Antibodies are notoriously finicky, leaving many researchers to wonder, “Has anyone ever gotten this to work in the first place?” The answer to that question, of course, can be found by searching the literature for relevant citations… Or, alternatively, you can click over to CiteAb, a recently launched antibody database that is self-touted as “the world’s most comprehensive antibody search engine.” CiteAb delivers precisely what its name promises: when one searches for a particular antibody, he/she receives a list of all of the companies that make that antibody, as well as a list of citations for publications in which each company-specific antibody was used. Thus far the site boasts a database containing close to 900,000 antibodies and more than 100,000 citations, so clearly the citation resource exists for some but not yet all database entries. However, with the “add a citation” feature, hopefully more researchers will help to annotate the entries in order to truly make this website a top-notch reference.


www.citeab.com

PhosPhAt ★★★★

+ Nicely organized, good “how-to” section

For researchers out there who study Arabidopsis protein phosphorylation, the PhosPhAt database is an invaluable resource.

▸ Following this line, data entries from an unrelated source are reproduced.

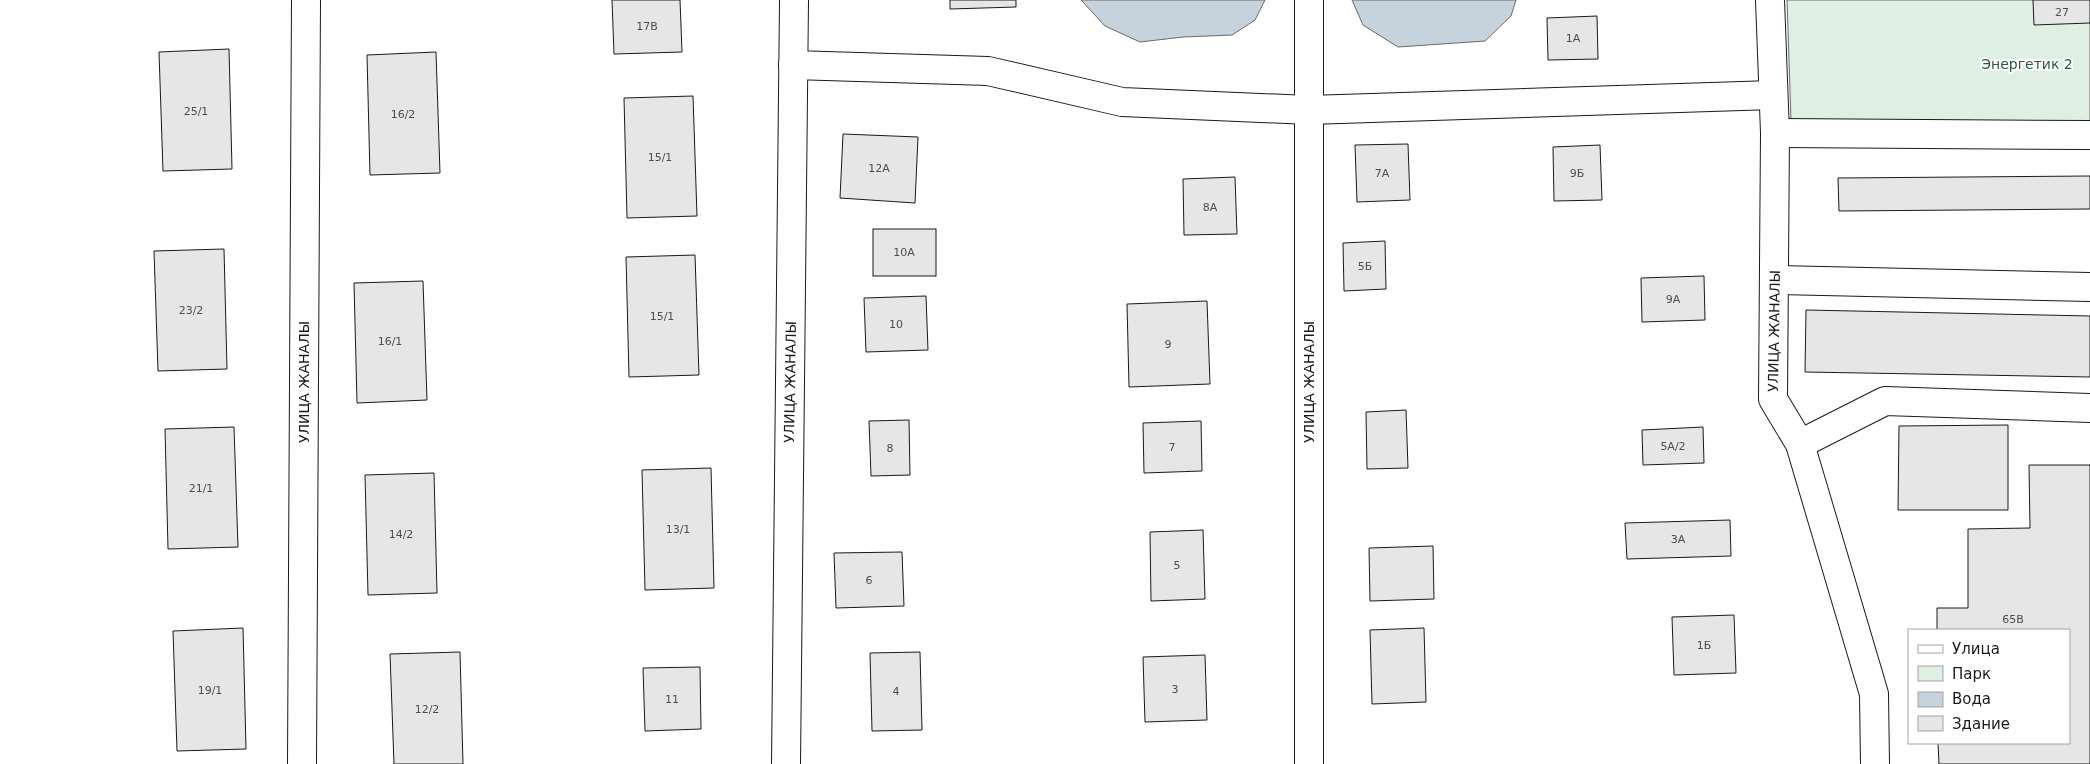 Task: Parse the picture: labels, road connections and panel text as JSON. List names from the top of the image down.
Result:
{
  "streets": {
    "street": ["УЛИЦА ЖАНАЛЫ"]
  },
  "parks": ["Энергетик 2"],
  "house_numbers": [
    "27",
    "17В",
    "1А",
    "25/1",
    "16/2",
    "15/1",
    "12А",
    "7А",
    "9Б",
    "8А",
    "10А",
    "5Б",
    "9А",
    "23/2",
    "15/1",
    "10",
    "16/1",
    "9",
    "5А/2",
    "7",
    "8",
    "21/1",
    "13/1",
    "14/2",
    "3А",
    "5",
    "6",
    "65В",
    "1Б",
    "3",
    "19/1",
    "4",
    "11",
    "12/2"
  ],
  "legend": [
    "Улица",
    "Парк",
    "Вода",
    "Здание"
  ]
}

PhosPhAt is a searchable database of—you guessed it—phosphorylation sites, as identified through a number of mass spectrometry experiments. At present, PhosPhAt includes experimental data from 24 published studies, so there is a lot of depth to the database. The database itself is accessed via a Java application (compatible with Windows, Mac, and Linux), and is searchable by protein (AGI) codes, peptide sequences, or protein descriptions. In addition to the basic phosphorylation site search, users can also search for kinase-target interactions or use the phosphorylation site predictor feature. The website is nicely organized and the Java app runs smoothly. PhosPhAt is a very nice resource for plant biochemists.